“Nice güzellere bağlandım kaldım/ Ne bir vefa gördüm ne fayda buldum/ Her türlü isteğim topraktan aldım/ Benim sadık yârim kara topraktır./ Koyun verdi, kuzu verdi, süt verdi/ Yemek verdi, ekmek verdi, et verdi/ Kazma ile döğmeyince kıt verdi/ Benim sadık yârim kara topraktır…”
Böyle seslenmiş Ozan Veysel. Toprakla dostluğunu sazına dökmüş. Yıllar yıllar geçmiş üzerinden, yeterince anlaşılabilmiş mi? Görünen o ki hâlâ anlaşılamamış. Veysel, toprak demiş yârine, bir balıkçı deniz der mesela. Peki denizler ne duruma? Topraktan farkı yok artık onun da. Ve bizler geleceğimiz çocuklarımıza temiz bir çevre, sağlıklı bir miras bırakamayacağız. Çocuklar da bunun farkındalar zaten. Onlar her şeyden haberdar. Çünkü onların iyi bir teknoloji bilgileri, nitelikli teknolojik aletleri ve en önemlisi de kitapları var. Kitaplar değil midir insanı insan yapan?
Yakın bir zamanda Kelime Yayınları tarafından yayımlanan “Bir Pekin Ördeğinin Tam 15 Yıl 5 Ay Süren Yolculuğu” uyanık çocukların düşüncelerini ve görme yetisini parlatırken hâlâ uyuyanları uyandırmayı hedefliyor gibi görünüyor. Komşu Yunanistan’da 2009 yılı “Yılın Çocuk Kitabı” seçilen, Vasilis Papatheodorou tarafından yazılan kitap gerçek bir olaydan esinlenerek ortaya çıkarılmış.

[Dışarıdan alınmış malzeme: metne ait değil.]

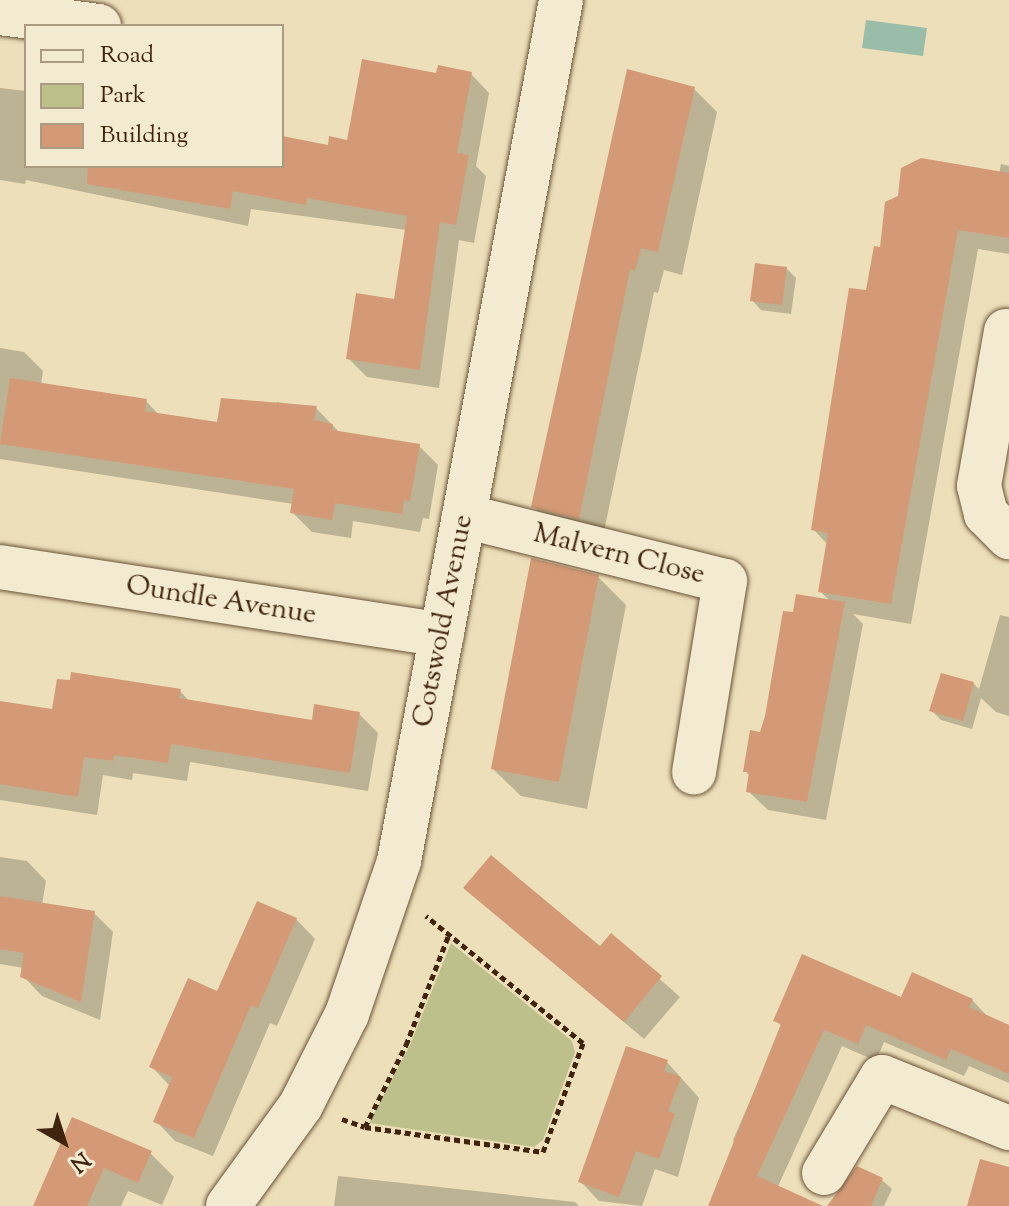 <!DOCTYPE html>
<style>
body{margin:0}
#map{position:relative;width:1009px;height:1206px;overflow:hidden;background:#ecdfb9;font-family:"Sorts Mill Goudy",serif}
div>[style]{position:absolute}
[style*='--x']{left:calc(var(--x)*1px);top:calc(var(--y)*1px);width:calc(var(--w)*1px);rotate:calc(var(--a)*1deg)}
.green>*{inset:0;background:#bec08b}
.water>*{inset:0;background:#9abda9}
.shadow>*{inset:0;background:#0003}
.building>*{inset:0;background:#d49a77}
.path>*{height:5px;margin-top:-2.5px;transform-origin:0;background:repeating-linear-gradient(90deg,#41240d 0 6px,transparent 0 10px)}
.roads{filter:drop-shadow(0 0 2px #6c5338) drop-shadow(0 0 2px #6c5338)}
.minor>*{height:44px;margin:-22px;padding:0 22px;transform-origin:22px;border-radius:22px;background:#f3ead2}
span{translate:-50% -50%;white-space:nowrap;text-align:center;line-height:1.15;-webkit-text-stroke:6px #f3ead2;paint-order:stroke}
.street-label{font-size:28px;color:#41240d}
.legend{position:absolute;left:24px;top:24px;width:260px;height:144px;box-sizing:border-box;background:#f3ead2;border:2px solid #ac9b83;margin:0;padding:10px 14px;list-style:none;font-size:24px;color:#41240d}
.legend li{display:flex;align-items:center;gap:16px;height:40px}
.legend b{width:40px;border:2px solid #ac9b83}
.north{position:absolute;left:24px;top:1102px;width:80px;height:80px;-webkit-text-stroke:6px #f3ead2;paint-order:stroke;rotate:141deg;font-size:22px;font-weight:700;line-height:32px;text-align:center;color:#41240d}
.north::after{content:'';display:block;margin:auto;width:28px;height:36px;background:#41240d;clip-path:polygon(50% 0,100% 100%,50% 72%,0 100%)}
</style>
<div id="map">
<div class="green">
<div style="clip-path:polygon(451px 943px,572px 1041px,575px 1052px,543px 1140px,534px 1147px,369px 1123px,410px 1045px)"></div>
</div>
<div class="water">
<div style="clip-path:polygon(866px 20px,927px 28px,923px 56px,862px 48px)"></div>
</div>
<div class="shadow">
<div style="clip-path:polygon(471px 74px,489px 93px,476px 166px,486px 176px,474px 243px,459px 240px,439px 388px,367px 377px,348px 358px,395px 301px,407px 230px,251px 209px,248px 226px,26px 180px,25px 184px,0 180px,0 88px,26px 91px,26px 166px,282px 166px,282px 140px,329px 147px,348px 142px,438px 75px)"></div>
<div style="clip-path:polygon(694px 89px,717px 112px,682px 275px,664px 270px,658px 293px,654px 292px,602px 541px,557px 530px,533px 506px)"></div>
<div style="clip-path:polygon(1001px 164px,1009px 166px,1009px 254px,978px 249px,911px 624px,853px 614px,863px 624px,826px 820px,768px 810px,748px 791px,750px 776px,745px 771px,762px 735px,794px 614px,831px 602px,820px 591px,828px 545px,813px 529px,882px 249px,999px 174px)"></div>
<div style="clip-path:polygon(787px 269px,796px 278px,791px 314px,761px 310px,752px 300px)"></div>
<div style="clip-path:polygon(0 348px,24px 352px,43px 371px,41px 385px,146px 401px,160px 416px,219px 425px,276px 408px,277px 402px,316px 408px,341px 434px,419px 446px,438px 465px,429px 519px,423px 518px,420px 532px,353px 521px,351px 538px,312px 532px,293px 513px,294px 504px,0 459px)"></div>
<div style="clip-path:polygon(598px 577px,626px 605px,587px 809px,521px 796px,493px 769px)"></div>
<div style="clip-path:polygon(1000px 615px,1009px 617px,1009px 716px,996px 712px,981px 698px,972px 729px,941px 720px,932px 711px,973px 683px,979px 689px)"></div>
<div style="clip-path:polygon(180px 691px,190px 702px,313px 722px,359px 714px,378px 733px,368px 791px,190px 762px,187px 781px,133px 773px,132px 780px,103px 775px,97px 815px,0 800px,0 703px,54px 712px)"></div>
<div style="clip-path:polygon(0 857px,27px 861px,46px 881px,42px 905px,94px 913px,113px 932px,100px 1020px,42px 996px,23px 976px,24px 968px,0 964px)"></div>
<div style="clip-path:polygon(465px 888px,600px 948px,611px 936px,680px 997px,644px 1039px)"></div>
<div style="clip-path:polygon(296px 919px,315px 939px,277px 1026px,270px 1023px,213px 1156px,175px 1141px,156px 1121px,170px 1086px,152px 1067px)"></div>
<div style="clip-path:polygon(902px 999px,972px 1000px,990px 1019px,1009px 1027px,1009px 1083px,969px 1066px,964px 1076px,884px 1042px,876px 1061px,842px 1046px,769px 1206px,764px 1206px,733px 1140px,782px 1027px,776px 1020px)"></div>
<div style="clip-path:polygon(667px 1062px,699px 1098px,678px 1177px,655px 1169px,642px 1206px,599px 1201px,580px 1181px)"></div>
<div style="clip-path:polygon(73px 1120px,150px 1153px,174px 1177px,162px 1205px,128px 1191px,121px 1206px,35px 1206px)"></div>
<div style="clip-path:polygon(338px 1176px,575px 1202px,579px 1206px,334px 1206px)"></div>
<div style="clip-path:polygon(882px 1180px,892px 1189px,884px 1206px,838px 1206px)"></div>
</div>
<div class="building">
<div style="clip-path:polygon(362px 59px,436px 73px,438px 65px,472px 72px,457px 153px,469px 155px,456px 225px,440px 222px,420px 370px,346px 359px,356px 293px,394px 299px,407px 216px,307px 198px,306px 205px,233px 191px,230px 209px,87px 184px,88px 166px,282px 166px,282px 136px,328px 145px,329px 136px,347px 140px)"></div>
<div style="clip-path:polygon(627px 69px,695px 87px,658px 252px,641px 248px,635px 271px,630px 269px,579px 519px,531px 507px)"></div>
<div style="clip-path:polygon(921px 158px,1009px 173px,1009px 238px,958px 230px,891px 604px,818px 592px,828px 533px,811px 530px,849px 288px,866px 290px,874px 246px,880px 247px,885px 202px,898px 196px,901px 168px)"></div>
<div style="clip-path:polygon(755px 263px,787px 267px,782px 305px,750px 301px)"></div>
<div style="clip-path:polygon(10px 378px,147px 399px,145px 411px,217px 422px,221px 398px,317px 406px,314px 420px,333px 424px,332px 430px,420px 444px,410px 501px,404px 500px,402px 514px,335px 503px,332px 520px,290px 513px,294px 489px,0 444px)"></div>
<div style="clip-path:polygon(531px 558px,599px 575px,559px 782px,491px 769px)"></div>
<div style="clip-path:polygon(796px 594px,845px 602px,807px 802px,746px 792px,749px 772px,743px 772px,750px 730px,760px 732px,765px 716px,783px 611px,793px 612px)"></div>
<div style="clip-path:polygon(71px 672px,181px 689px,179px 698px,312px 720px,314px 704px,360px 712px,350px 773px,171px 744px,168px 763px,114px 755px,113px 761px,84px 757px,78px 797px,0 784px,0 701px,52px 709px,57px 679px,70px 680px)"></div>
<div style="clip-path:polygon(941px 673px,974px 682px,963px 721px,929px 711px)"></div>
<div style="clip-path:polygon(491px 855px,600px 946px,611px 933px,662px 976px,624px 1022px,463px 888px)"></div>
<div style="clip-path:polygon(0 896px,95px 911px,81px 1002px,20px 977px,24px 953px,0 949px)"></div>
<div style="clip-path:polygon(257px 901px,297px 918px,258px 1008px,251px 1005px,194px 1138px,153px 1122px,172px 1077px,149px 1067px,188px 978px,217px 991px)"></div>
<div style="clip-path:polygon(802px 954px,901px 997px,912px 972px,973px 999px,969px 1007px,1009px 1025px,1009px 1074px,951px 1049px,946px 1060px,866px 1025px,858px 1044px,824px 1030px,757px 1176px,823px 1206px,708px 1206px,781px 1024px,773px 1021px)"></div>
<div style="clip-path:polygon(626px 1046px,668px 1060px,664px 1071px,681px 1077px,668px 1111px,675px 1114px,659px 1159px,636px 1151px,619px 1197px,578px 1182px)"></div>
<div style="clip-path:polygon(72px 1117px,152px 1151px,138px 1183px,104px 1168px,87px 1206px,33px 1206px)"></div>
<div style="clip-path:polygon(980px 1159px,1009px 1167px,1009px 1206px,967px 1206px)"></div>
<div style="clip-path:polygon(857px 1166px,883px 1178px,871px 1206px,827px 1206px)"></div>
</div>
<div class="path">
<div style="--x:342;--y:1119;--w:24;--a:19"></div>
<div style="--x:365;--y:1127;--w:180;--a:8"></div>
<div style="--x:543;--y:1152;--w:116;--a:-69.8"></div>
<div style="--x:583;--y:1043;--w:202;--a:-141"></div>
<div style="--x:365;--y:1127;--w:92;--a:-63.4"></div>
<div style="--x:406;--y:1045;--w:119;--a:-68.8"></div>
</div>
<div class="roads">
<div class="minor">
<div style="--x:0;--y:13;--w:100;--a:7.5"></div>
<div style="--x:1006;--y:331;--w:157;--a:99.9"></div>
<div style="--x:979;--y:486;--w:29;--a:76"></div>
<div style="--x:986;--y:514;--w:33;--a:45"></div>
<div style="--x:464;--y:516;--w:269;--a:14"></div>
<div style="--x:725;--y:581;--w:194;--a:99.2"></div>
<div style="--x:0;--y:567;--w:447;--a:8.7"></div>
<div style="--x:824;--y:1173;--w:112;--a:-58.9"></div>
<div style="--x:882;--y:1077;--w:137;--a:21.9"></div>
<div style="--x:228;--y:1206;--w:125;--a:-54.1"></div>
<div style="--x:301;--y:1105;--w:102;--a:-63.2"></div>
<div style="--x:347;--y:1014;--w:162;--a:-71.2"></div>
<div style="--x:399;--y:861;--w:876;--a:-79.34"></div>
</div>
</div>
<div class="street-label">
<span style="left:619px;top:555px;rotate:14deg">Malvern Close</span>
<span style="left:221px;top:601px;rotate:9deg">Oundle Avenue</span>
<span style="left:444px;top:621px;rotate:-79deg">Cotswold Avenue</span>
</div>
<ul class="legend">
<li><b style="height:10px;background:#f3ead2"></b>Road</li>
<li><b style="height:22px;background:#bec08b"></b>Park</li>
<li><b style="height:22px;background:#d49a77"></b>Building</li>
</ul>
<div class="north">N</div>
</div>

Olay şu: Bir Pekin ördeği, şanssız tesadüfler sonucu, fırtınalı bir havada Çin’in doğu kıyısındaki bir gemiden denize düşen 30.000 oyuncak ördekçikle okyanusa sürüklenir. Bu sürükleniş sadece yıllar boyunca sürmekle kalmaz, Endonezya’dan Basra Körfezi’ne, Güney Kutbu’ndan İngiltere’ye uzanan bir yolculuğa dönüşür. Bu yolculuk pek çok tehlikeyle olağanüstü duygularla, korkuyla, sevgi ve umutla yaşanır. Sonunda… Sonrası kitapta!
Kitabı okurken özellikle “Greenpeace” adlı evreci örgütün mücadele nedenlerini görebiliyorsunuz. Varlık nedenlerinin haklılığını da…
Petros Bouloumpasis’in çizimleri de gösterilmek istenilen felakete uyum sağlayan çizimler. Çevre felaketlerini son dönemde o kadar yoğun yaşıyoruz ki, egemenlerin elleri ekolojik sistemi boğuyor, yakıyor, yıkıyor, yok ediyor. Gezi’yle tetiklenen çevre mücadelesi, Kıymet’li bir eylem ile taçlanmış, Yırca’yla devam edegelmiştir. Bergama’daki siyanür mücadelesi de tarihte yerini almış unutulmaz bir dönemdir tabi.
Çevre bilinci yüksek bir nesil için böylesi kitapların çoğalması gerekir. Çok güzel örnekler de var, çok sayıda var hem de. Ama kitaptan kime zarar gelmiş ki? Kitap, çok daha fazla kitap. Özellikle çocuklar için. Yaşanmaz hale getirdiğimiz bu dünyada, onları yaşatamadığımız bu dünyada sanırım bunu hakediyorlar.